The reason I'd rather not use the term "common law" to mean "case law" is that judges in civil law jurisdictions will refer to case law and a good deal of law in civil jurisdictions is case law, but it isn't "common law." Roadrunner 20:40, 20 March 2007 (UTC)
When one sees the term "common law," 80% of the time it refers to judge-made law (my "connotation 1," now reordered as "connotation 2."). That's just the way it is; we should explain that, because we can't change it. But I would appreciate help of a non-U.S. or non-lawyer to make that clear. Roadrunenr's comment suggests a way out of the dilemma - "common law" means "common law" as common-law lawyers understand it, but there are other kinds of "case law" (especially in non-common-law jurisdictions) that are not "common law." See my comments below. Boundlessly 20:38, 21 March 2007 (UTC)
What you say is true when one sees the term "common law" in the United States. When one sees the term anywhere else in the world it almost invariably means the Anglo-English legal tradition. See comments below. Roadrunner 04:08, 23 March 2007 (UTC)

Tagged NPOV

I tagged the part that says common law is better for commercial transactions. People have argued this, and to some extent I agree, but it still a POV which is not undisputed.

Roadrunner 20:46, 20 March 2007 (UTC)

The article doesn't use the term "better." It just says the common law has a "strength," one of which is the predictability it tends to lend to commercial transactions. I've had several direct experiences with this as a corporate lawyer in big New York firms, in several deals involving sale of a division between a French or German parent and a U.S. parent. The U.S. lawyers (for both buyer and seller) can almost always give their clients more precise advise and more flexible recommendations than can the French/German lawyers, because the French/German lawyers have fewer binding sources of guidance to work with. Non-lawyers tend to think that the need to look at court decisions is a burden - it isn't a burden, it's a strength, just as science based on many experiments is usually better than science based on fewer. I'm open to better phrasings. Boundlessly 20:51, 21 March 2007 (UTC)

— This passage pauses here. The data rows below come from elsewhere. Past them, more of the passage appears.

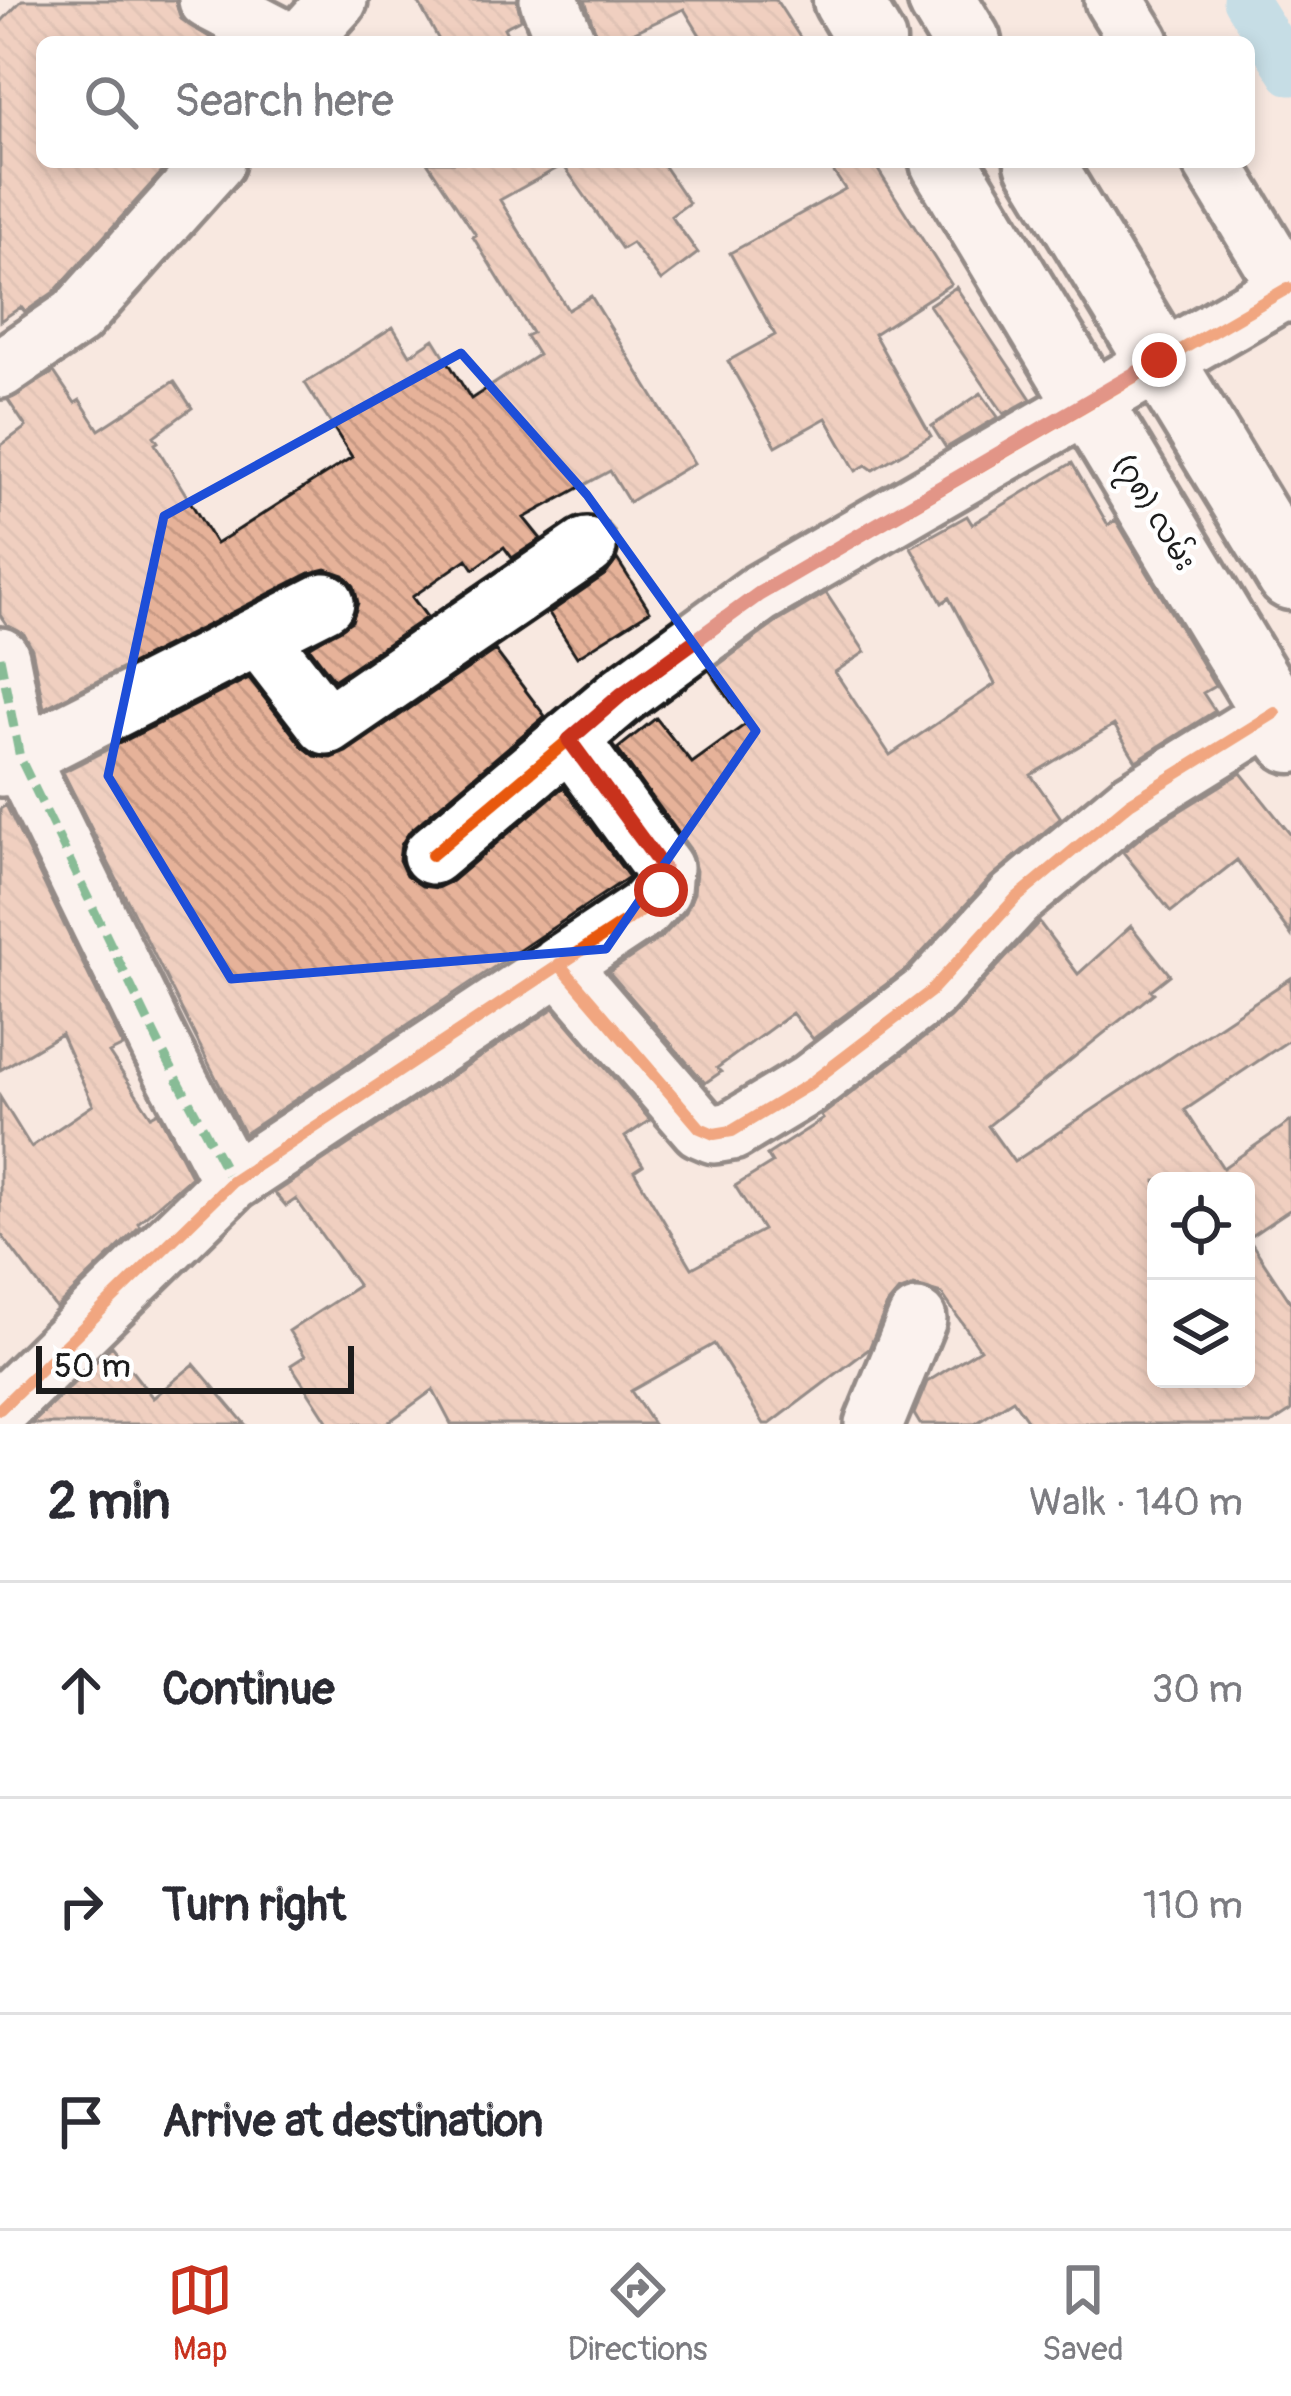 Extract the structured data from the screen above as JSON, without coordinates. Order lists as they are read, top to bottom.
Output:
{
  "streets": {
    "main road": ["(၇၈) လမ်း"]
  },
  "scale_bar": "50 m",
  "page": {
    "search": "Search here",
    "scale": "50 m",
    "heading": ["2 min", "Walk · 140 m"],
    "list": [
      ["Continue", "30 m"],
      ["Turn right", "110 m"],
      "Arrive at destination"
    ],
    "nav": ["Map", "Directions", "Saved"]
  }
} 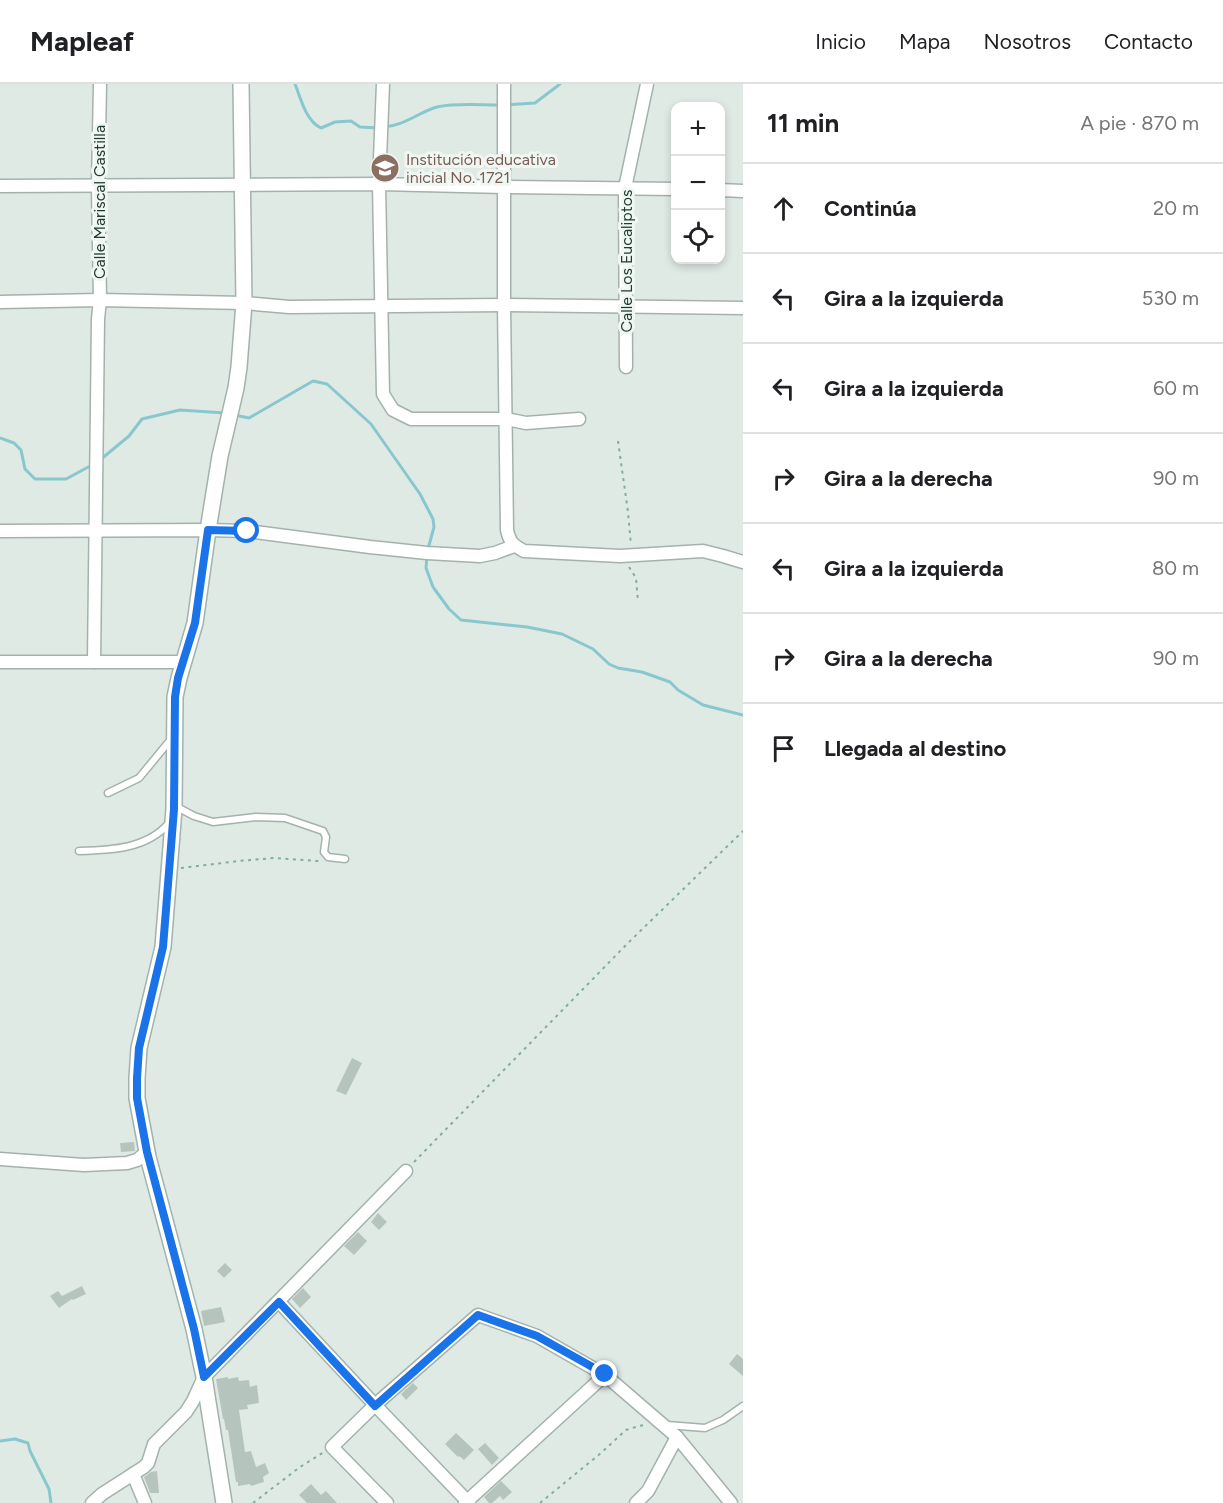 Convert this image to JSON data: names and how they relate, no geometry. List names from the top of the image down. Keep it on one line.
{"streets":{"street":["Calle Mariscal Castilla","Calle Los Eucaliptos"]},"places":{"school or university":["Institución educativa inicial No. 1721"]},"page":{"header":"Mapleaf","nav":["Inicio","Mapa","Nosotros","Contacto"],"heading":["11 min","A pie · 870 m"],"map_buttons":["+","−"],"list":[["Continúa","20 m"],["Gira a la izquierda","530 m"],["Gira a la izquierda","60 m"],["Gira a la derecha","90 m"],["Gira a la izquierda","80 m"],["Gira a la derecha","90 m"],"Llegada al destino"]}} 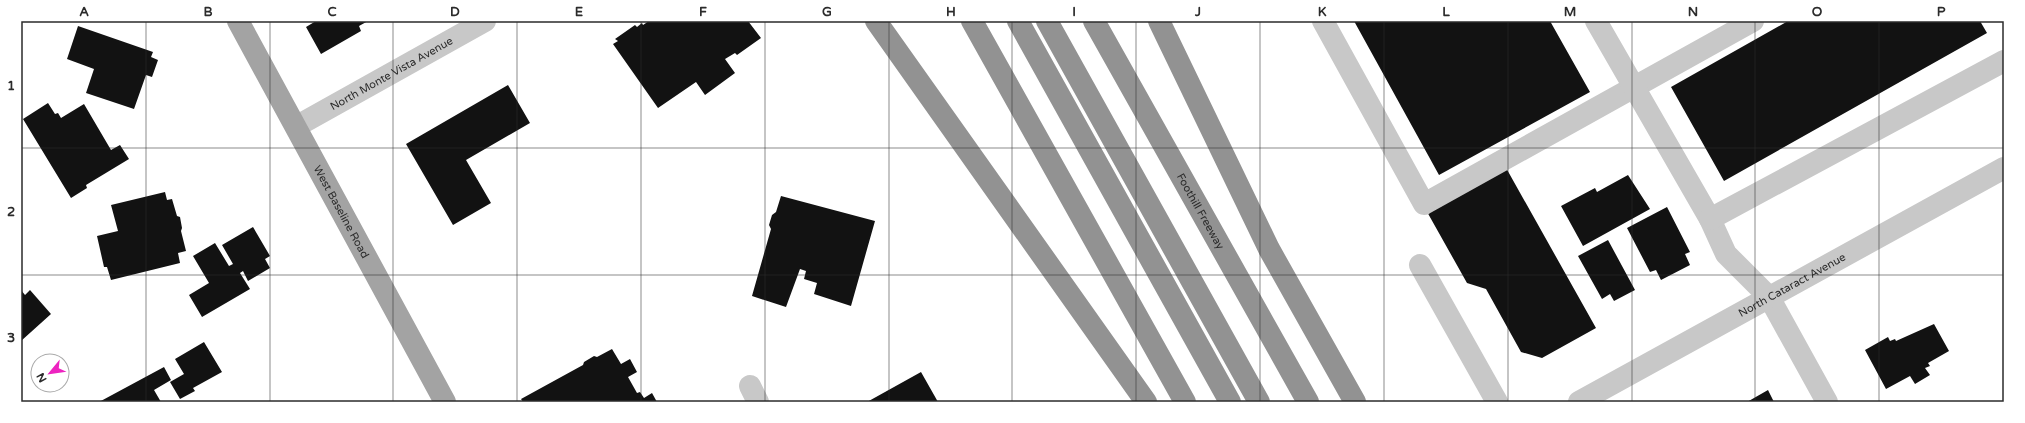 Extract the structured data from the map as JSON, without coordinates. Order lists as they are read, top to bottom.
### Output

Non-lawyers would rather read a statue, and know the law, than read hundreds of thousands of court cases at random, trying to find a precident somewhere. Not everyone has private access to an expensive network of carefully indexed cases at their fingertips; the very fact that common law is a randomly scattered bunch of ever-changing decisions with an invisible line of best fit traced somewhere across the middle is the exact problem. A firm statement of the principles of law, and the rules that bind it is better for everyone: except judges and lawyers, who only earn money when the law so complicated that their services are necessary. —The preceding unsigned comment was added by 216.254.142.195 (talk) 14:20, 9 April 2007 (UTC).
It's still POV. Thanks to the Delaware Court of Chancery, the US has a very developed and predictable system of corporate law, but whether that system is due to common law traditions is debatable (and to be really nit-picky the Court of Chancery is an equity court not a common law one). After all the French/German lawyers can probably give better advice than a Pakistani, Indian, Nigerian, or Fijian lawyer. One point is that the Continental system of corporations make takeovers a much less common occurence, and whether or not this is attributable to common law is again a debatable point. The second issue is that in common law jurisdictions the need for having lawyers give authoritative readings is much higher since the cost of going to court is much larger. Civil law jurisdictions trade precision for speed.
Just as an concrete example of how judge-made law can bite you. Section 404 of Sarbanes-Oxley is causing a lot of uncertainty because the case law that determines what it means hasn't been written yet, and no one wants to be a test case. In the case of the Securities Act of 1933 and the Securities Exchange Act of 1934, it took decades for the courts to develop detail case law, whereas in a civil law jurisdiction, the legislature would have likely given more guidance in the form of detailed comprehensive laws that leave less room for an unexpected interpretation by the courts.
I can look at my books and try to find references to this argument and try to present both sides.
Roadrunner 04:31, 23 March 2007 (UTC)

Roadrunner 04:31, 23 March 2007 (UTC)

Contradiction

There is a contradiction that needs to be explained. The first paragraph talks about how the federal courts use common law to interpret the first amendment, but then you have paragraphs that say that there is no federal common law. These two paragraphs are both true, but the contradiction needs to be explained to the layman.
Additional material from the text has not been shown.